PROMPT:
From the records below, copy out each line that has the word "Elevation".

(Collected data entries)

== == ==

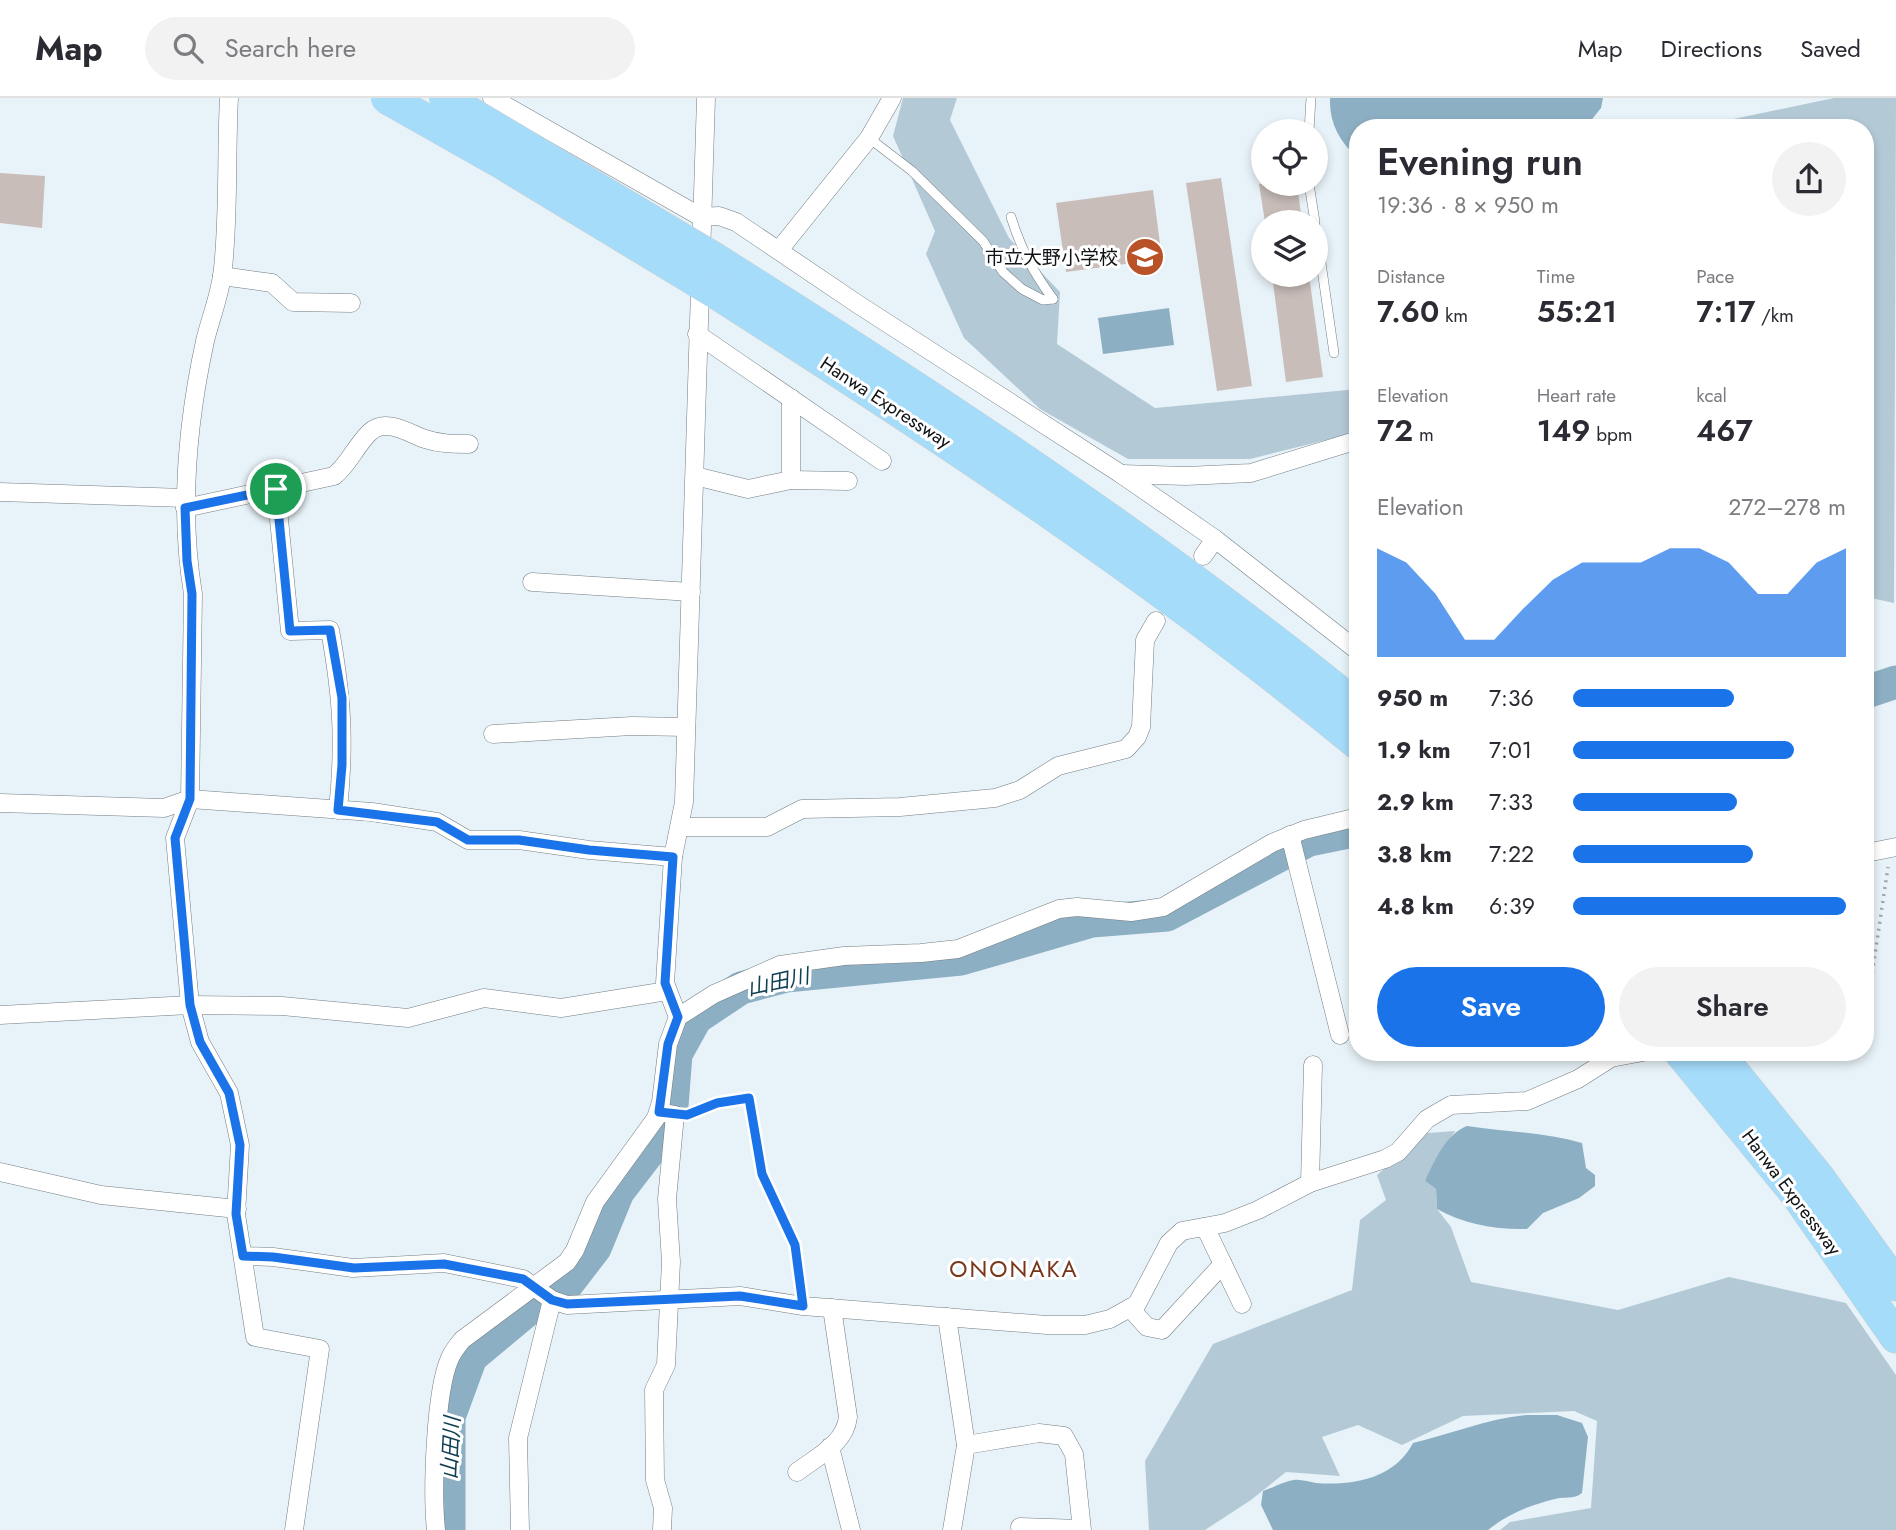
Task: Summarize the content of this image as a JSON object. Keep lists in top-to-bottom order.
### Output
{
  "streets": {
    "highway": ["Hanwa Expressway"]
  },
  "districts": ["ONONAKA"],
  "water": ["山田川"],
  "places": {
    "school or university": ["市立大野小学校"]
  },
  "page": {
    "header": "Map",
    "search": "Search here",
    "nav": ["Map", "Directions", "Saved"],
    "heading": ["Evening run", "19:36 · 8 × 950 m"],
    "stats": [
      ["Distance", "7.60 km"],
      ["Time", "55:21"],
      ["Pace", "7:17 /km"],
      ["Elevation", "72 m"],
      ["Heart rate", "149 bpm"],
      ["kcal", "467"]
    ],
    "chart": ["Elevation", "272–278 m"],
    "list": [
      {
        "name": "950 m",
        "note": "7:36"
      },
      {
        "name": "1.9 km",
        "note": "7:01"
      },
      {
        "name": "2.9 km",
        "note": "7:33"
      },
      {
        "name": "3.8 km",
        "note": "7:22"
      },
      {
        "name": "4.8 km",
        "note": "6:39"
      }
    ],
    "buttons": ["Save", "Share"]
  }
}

== == ==

RESULT:
      ["Elevation", "72 m"],
    "chart": ["Elevation", "272–278 m"],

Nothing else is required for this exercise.